──────── Data under study

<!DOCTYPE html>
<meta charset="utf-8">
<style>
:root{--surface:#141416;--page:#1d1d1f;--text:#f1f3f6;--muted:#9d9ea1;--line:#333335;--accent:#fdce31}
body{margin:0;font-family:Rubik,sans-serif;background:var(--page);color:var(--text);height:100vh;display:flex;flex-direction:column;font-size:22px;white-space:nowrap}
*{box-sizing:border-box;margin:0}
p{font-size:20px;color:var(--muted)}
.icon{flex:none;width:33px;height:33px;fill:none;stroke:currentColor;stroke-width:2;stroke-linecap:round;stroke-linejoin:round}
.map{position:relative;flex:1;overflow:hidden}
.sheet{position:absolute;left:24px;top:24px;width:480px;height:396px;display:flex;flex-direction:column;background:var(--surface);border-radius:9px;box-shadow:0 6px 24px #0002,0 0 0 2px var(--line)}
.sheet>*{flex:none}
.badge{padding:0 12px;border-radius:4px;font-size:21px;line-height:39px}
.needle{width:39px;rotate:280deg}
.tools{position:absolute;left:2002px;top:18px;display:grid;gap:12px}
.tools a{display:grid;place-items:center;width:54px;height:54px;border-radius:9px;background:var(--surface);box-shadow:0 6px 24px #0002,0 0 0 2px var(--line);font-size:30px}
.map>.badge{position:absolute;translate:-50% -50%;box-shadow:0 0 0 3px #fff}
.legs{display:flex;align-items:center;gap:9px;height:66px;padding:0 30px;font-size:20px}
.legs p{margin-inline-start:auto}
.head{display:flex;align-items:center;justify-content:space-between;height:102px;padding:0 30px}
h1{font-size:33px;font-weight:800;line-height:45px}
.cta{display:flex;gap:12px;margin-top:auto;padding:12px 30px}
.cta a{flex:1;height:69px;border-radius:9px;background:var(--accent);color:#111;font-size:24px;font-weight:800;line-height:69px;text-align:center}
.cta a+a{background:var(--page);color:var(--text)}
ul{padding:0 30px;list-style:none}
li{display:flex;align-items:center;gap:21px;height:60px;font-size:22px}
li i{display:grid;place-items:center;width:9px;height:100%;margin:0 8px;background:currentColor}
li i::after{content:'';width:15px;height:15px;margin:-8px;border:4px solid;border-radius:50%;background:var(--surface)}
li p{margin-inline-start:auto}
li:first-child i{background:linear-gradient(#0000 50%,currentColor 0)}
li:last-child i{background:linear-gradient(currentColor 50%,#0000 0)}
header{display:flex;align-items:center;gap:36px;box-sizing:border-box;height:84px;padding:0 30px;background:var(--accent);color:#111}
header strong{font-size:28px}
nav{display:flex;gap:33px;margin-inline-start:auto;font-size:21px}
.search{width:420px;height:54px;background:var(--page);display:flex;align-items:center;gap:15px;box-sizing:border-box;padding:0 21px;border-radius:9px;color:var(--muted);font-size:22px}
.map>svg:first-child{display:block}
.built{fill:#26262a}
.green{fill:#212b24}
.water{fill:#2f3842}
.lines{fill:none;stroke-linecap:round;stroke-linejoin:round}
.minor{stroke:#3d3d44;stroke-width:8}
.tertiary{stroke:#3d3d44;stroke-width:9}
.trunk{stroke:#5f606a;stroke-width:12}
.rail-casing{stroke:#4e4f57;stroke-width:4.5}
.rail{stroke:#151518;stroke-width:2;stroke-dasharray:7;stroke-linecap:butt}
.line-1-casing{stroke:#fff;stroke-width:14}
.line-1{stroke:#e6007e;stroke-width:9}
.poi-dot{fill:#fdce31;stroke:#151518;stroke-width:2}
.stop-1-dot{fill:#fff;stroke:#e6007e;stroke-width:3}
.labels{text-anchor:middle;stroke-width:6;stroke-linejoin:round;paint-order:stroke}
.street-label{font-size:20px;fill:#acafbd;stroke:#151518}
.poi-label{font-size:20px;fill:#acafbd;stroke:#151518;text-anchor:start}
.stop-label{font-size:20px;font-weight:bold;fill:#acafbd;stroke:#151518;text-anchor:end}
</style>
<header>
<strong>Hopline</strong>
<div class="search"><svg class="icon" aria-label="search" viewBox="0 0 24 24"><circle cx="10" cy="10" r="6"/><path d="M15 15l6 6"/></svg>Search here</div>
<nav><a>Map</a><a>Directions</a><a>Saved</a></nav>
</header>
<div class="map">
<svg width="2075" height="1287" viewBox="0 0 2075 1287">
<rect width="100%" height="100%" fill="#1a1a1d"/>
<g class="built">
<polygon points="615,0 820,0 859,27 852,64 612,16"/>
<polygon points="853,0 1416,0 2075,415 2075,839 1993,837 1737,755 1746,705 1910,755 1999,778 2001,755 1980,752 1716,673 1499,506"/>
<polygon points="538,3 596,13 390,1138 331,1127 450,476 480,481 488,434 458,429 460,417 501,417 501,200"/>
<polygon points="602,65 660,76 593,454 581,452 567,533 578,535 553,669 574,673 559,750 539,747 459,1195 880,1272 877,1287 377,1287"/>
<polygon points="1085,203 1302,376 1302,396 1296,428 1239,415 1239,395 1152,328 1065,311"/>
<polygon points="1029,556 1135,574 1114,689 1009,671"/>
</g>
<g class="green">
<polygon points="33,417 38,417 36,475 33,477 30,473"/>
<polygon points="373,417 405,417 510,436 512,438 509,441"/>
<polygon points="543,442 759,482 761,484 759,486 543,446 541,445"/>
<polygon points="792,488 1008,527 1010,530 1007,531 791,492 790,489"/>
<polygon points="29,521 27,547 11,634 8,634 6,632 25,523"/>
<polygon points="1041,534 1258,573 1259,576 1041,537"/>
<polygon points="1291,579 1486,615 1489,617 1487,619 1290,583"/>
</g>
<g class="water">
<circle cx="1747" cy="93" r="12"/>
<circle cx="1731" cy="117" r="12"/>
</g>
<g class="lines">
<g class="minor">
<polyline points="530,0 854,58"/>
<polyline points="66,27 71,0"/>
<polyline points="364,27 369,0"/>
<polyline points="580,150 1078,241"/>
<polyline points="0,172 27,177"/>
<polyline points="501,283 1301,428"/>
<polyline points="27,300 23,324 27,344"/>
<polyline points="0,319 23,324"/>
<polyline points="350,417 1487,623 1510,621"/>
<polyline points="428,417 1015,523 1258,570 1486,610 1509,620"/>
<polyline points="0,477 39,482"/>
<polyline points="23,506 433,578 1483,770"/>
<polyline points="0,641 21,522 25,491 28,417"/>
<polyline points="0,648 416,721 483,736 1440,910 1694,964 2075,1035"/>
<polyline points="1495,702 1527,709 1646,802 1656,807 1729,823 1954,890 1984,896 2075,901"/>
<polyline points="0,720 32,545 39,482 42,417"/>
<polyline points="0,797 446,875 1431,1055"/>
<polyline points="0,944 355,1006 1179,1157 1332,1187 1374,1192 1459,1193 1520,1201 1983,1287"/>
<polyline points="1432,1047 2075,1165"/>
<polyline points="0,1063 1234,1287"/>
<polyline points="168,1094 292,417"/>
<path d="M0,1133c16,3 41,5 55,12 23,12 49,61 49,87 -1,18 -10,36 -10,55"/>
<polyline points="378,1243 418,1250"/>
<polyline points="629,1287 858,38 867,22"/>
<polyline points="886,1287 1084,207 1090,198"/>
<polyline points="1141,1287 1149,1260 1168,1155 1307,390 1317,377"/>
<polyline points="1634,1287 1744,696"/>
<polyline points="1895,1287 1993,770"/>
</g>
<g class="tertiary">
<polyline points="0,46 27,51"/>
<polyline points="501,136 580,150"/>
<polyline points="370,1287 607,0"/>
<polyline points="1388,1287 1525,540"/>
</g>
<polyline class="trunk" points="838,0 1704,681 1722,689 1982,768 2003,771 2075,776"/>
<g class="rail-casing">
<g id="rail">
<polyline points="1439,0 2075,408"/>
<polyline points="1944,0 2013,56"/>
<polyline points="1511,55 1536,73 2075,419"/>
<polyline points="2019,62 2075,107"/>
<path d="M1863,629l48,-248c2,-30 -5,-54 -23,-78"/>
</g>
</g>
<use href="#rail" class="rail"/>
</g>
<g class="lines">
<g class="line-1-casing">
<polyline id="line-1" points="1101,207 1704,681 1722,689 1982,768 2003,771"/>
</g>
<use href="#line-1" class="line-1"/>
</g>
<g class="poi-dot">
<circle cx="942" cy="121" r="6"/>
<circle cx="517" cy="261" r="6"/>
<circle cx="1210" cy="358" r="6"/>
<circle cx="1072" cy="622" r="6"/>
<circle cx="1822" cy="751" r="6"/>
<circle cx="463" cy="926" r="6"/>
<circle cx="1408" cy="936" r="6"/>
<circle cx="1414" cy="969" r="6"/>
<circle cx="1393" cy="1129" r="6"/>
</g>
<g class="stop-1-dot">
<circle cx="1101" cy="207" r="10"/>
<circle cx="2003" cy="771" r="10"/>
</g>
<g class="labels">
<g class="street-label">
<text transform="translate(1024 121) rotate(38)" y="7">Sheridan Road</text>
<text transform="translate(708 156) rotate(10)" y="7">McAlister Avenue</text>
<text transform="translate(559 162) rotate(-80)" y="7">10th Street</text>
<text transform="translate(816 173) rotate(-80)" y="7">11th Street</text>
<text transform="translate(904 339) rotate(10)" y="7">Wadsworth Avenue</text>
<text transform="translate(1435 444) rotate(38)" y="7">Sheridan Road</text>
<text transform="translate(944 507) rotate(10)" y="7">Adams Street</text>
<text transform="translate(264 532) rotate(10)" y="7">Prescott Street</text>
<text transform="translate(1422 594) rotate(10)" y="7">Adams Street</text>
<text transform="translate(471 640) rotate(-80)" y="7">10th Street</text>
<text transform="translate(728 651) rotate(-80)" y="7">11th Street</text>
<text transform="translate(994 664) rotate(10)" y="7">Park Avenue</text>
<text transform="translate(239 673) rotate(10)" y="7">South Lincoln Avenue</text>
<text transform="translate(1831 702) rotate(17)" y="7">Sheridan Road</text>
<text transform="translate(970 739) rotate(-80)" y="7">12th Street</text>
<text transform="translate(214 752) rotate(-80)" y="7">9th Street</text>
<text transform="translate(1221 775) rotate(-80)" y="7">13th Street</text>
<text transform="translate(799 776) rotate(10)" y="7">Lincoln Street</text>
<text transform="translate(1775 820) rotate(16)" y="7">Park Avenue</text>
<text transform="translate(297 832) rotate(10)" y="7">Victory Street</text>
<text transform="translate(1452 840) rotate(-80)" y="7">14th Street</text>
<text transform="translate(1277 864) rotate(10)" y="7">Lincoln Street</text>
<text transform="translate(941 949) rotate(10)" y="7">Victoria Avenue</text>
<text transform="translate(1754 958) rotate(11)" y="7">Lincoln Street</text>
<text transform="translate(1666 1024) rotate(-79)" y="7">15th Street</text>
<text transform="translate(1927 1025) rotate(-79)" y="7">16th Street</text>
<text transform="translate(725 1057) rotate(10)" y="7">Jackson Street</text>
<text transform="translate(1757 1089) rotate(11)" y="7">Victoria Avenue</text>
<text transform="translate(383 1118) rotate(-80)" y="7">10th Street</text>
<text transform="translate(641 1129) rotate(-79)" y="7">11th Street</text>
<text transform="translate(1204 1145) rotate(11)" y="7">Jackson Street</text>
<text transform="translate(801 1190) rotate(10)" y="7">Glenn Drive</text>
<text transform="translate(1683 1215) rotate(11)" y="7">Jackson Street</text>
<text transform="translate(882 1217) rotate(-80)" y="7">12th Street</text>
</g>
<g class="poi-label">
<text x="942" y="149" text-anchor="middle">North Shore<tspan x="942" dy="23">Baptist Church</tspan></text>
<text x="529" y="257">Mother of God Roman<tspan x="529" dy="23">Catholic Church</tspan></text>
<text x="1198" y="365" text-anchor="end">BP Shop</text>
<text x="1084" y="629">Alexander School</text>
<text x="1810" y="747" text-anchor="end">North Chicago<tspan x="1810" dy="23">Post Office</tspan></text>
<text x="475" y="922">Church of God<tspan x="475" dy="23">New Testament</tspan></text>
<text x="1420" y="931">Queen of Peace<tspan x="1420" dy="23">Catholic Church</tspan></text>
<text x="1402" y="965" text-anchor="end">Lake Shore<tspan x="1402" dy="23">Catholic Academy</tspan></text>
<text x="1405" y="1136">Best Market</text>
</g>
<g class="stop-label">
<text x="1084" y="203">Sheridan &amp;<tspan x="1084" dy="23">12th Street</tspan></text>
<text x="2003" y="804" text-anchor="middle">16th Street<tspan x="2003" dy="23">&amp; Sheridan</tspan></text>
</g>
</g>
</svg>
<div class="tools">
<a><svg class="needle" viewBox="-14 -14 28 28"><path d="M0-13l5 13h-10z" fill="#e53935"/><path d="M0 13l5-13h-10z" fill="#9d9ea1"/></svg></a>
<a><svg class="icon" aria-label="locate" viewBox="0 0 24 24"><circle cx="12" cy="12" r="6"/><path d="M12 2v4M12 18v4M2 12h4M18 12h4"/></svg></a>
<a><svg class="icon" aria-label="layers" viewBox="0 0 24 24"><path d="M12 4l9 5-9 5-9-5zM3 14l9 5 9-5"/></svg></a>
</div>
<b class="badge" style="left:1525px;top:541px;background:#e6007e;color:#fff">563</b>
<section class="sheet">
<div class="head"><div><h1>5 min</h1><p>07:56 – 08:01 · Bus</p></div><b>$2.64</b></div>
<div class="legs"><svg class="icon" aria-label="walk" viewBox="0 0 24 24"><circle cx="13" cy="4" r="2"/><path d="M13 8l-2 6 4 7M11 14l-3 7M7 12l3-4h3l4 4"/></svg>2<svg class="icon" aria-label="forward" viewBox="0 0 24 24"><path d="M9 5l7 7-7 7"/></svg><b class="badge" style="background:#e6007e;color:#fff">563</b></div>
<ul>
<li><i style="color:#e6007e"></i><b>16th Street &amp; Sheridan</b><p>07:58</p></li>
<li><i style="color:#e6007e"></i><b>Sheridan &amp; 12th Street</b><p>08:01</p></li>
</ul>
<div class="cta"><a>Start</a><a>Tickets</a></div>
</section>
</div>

────────────────

Problem requirements: Say how many lines of the entries above include the string "column", giving the number and nothing else.

Your response: 2